• _What you should do_: Find all lines below containing the string "absolute" and return them.

Collection entries:
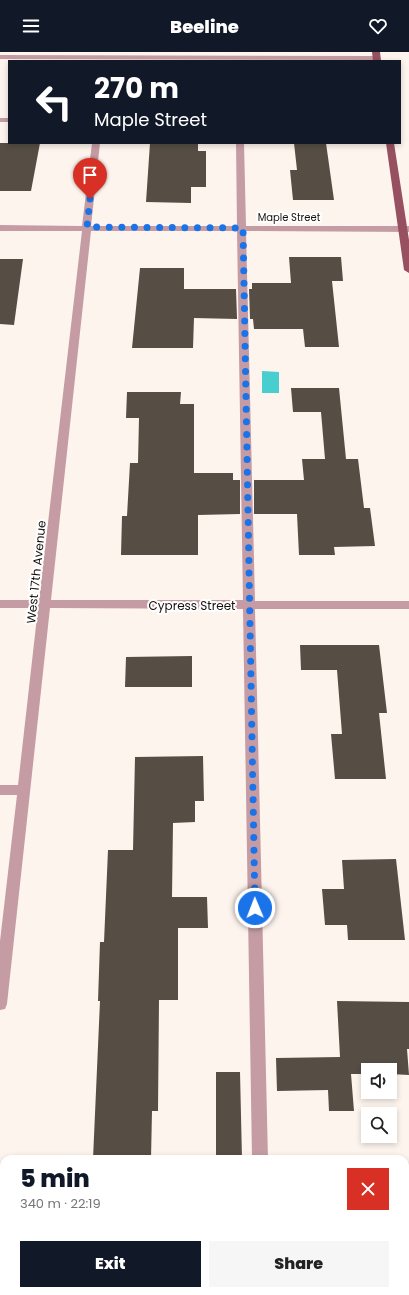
<!DOCTYPE html>
<meta charset="utf-8">
<style>
body{margin:0;font-family:Poppins,sans-serif;background:#f6f6f6;color:#222;height:100vh;display:flex;flex-direction:column;font-size:15px;white-space:nowrap}
*{box-sizing:border-box;margin:0}
p{font-size:13px;color:#767676}
.icon{flex:none;width:22px;height:22px;fill:none;stroke:currentColor;stroke-width:2;stroke-linecap:round;stroke-linejoin:round}
.map{position:relative;flex:1;overflow:hidden}
.details{position:absolute;left:0px;top:1103px;width:409px;height:140px;display:flex;flex-direction:column;background:#fff;border-radius:12px 12px 0 0;box-shadow:0 2px 6px #0003}
.details>*{flex:none}
.guide{position:absolute;left:8px;top:8px;width:393px;height:84px;border-radius:0px;box-shadow:0 2px 6px #0003;background:#111827;color:#fff;overflow:hidden}
.controls{position:absolute;left:361px;top:1011px;display:grid;gap:8px}
.controls a{display:grid;place-items:center;width:36px;height:36px;border-radius:0px;background:#fff;box-shadow:0 2px 6px #0003;font-size:20px}
.pin{position:absolute;display:grid;place-items:center;width:34px;height:34px;color:#fff;margin:-41px -17px;border-radius:50% 50% 50% 0;rotate:-45deg;box-shadow:0 0 4px #0007}
.pin .icon{rotate:45deg}
.me{position:absolute;width:44px;margin:-22px;rotate:359deg;stroke-linejoin:round;filter:drop-shadow(0 0 3px #0008)}
.turn{display:flex;align-items:center;gap:14px;height:84px;padding:0 20px;font-size:18px}
.turn .icon{width:52px;height:52px;stroke-width:2.5}
.turn b{display:block;font-size:28px;line-height:34px}
.round{display:grid;place-items:center;flex:none;width:42px;height:42px;border-radius:0px;background:#f6f6f6}
.headline{display:flex;align-items:center;justify-content:space-between;height:68px;padding:0 20px}
h1{font-size:24px;font-weight:800;line-height:30px;color:#111827}
.cta{display:flex;gap:8px;margin-top:auto;padding:8px 20px}
.cta a{flex:1;height:46px;border-radius:0px;background:#111827;color:#fff;font-size:16px;font-weight:800;line-height:46px;text-align:center}
.cta a+a{background:#f6f6f6;color:#222}
header{display:flex;justify-content:space-between;align-items:center;height:52px;padding:0 20px;background:#111827;color:#fff;font-size:18px;font-weight:800}
.map>svg:first-child{display:block}
</style>
<header><svg class="icon" aria-label="menu" viewBox="0 0 24 24"><path d="M4 6h16M4 12h16M4 18h16"/></svg>Beeline<svg class="icon" aria-label="heart" viewBox="0 0 24 24"><path d="M12 20l-8-8c-3-5 5-10 8-4 3-6 11-1 8 4z"/></svg></header>
<div class="map">
<svg width="409" height="1243" viewBox="0 0 409 1243">
<rect width="100%" height="100%" fill="#fef4ee"/>
<path fill="#49ced0" d="M262 319 279 320V341H262Z"/>
<path fill="#564e45" d="M0 91H40L31 139H0Z
M150 91H198V99H206V135H191V151L146 150Z
M294 91H326L334 148H293L290 118H297Z
M289 205H341L343 229H332L339 295H305L303 277H254L253 267H250L249 237H252V231H291Z
M0 207H23L14 273 0 272Z
M140 216H184V237H236L237 267 194 266 193 296H132Z
M291 336H339L346 407H358L364 456H370L375 494 334 495 335 503H299L297 462H254V428H304L302 407H325L321 360H293Z
M127 340H181L180 352H194V421H233V428H240V462L198 463V503H121L122 464H127L130 411H138L139 366H126Z
M300 593H379L387 661H379L386 727H335L331 682H342L337 618H301Z
M192 604V635H125L126 605Z
M203 704 204 749H195V770L173 771 172 845H207L208 876H178V948H159L158 1059H152L151 1107H93L100 949H98L100 890H104L108 798H133L135 705Z
M396 807 405 888H348L347 873H325L322 837H344L342 808Z
M337 949 409 950V997H407L409 1023 390 1022V1018H368V1022H351L354 1059H329L328 1038 277 1039 276 1006 340 1005Z
M216 1020H240L242 1107H216Z"/>
<g fill="none" stroke-linecap="round" stroke-linejoin="round">
<path fill="#c69ca4" fill-rule="evenodd" d="M0 3 377 4 381 6 377 8 0 7Z
M0 66H9V70H0Z
M92 91H100L91 174H237L236 91H244L246 174H409V180L246 179 255 549H409V557H255L268 1107H252L243 557 50 556 7 952 5 957 0 958V889L17 743H0V733H18L38 556H0V548H39L82 179H0V173L82 174ZM91 179H237L243 548H51Z
M254 1239H270V1243H254Z"/>
<path fill="#975060" fill-rule="evenodd" d="M372 0H380L381 9H373Z
M386 91H394L409 188V221L404 218Z"/>
</g>
<g fill="none" stroke-linecap="round" stroke-linejoin="round">
<path stroke="#1a73e8" stroke-width="7" stroke-dasharray="0 12.6" d="M90 147 87 175 243 176 255 856"/>
</g>
<g text-anchor="middle" dominant-baseline="central" stroke-width="4" stroke-linejoin="round" paint-order="stroke">
<g font-size="10" fill="#16120f" stroke="#fff">
<text x="289" y="165">Maple Street</text>
</g>
<g font-size="12" fill="#16120f" stroke="#fff">
<text transform="translate(36 520) rotate(-84)">West 17th Avenue</text>
<text x="192" y="553">Cypress Street</text>
</g>
</g>
</svg>
<div class="controls">
<a><svg class="icon" aria-label="sound" viewBox="0 0 24 24"><path d="M4 9h4l5-4v14l-5-4H4zM17 9q2 3 0 6"/></svg></a>
<a><svg class="icon" aria-label="search" viewBox="0 0 24 24"><circle cx="10" cy="10" r="6"/><path d="M15 15l6 6"/></svg></a>
</div>
<div class="pin" style="left:90px;top:147px;background:#d93025"><svg class="icon" aria-label="arrive" viewBox="0 0 24 24"><path d="M6 21V4h12l-3 4 3 4H6"/></svg></div>
<svg class="me" style="left:255px;top:856px" viewBox="-20 -20 40 40"><circle r="17" fill="#1a73e8" stroke="#fff" stroke-width="3"/><path d="M0-11L8 9 0 5-8 9z" fill="#fff"/></svg>
<div class="guide">
<div class="turn"><svg class="icon" aria-label="left" viewBox="0 0 24 24"><path d="M17 20v-9H6M10 6l-5 5 5 5"/></svg><div><b>270 m</b>Maple Street</div></div>
</div>
<section class="details">
<div class="headline"><div><h1>5 min</h1><p>340 m · 22:19</p></div><a class="round" style="background:#d93025;color:#fff"><svg class="icon" aria-label="close" viewBox="0 0 24 24"><path d="M6 6l12 12M18 6L6 18"/></svg></a></div>
<div class="cta"><a>Exit</a><a>Share</a></div>
</section>
</div>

• _Solution below_:
.details{position:absolute;left:0px;top:1103px;width:409px;height:140px;display:flex;flex-direction:column;background:#fff;border-radius:12px 12px 0 0;box-shadow:0 2px 6px #0003}
.guide{position:absolute;left:8px;top:8px;width:393px;height:84px;border-radius:0px;box-shadow:0 2px 6px #0003;background:#111827;color:#fff;overflow:hidden}
.controls{position:absolute;left:361px;top:1011px;display:grid;gap:8px}
.pin{position:absolute;display:grid;place-items:center;width:34px;height:34px;color:#fff;margin:-41px -17px;border-radius:50% 50% 50% 0;rotate:-45deg;box-shadow:0 0 4px #0007}
.me{position:absolute;width:44px;margin:-22px;rotate:359deg;stroke-linejoin:round;filter:drop-shadow(0 0 3px #0008)}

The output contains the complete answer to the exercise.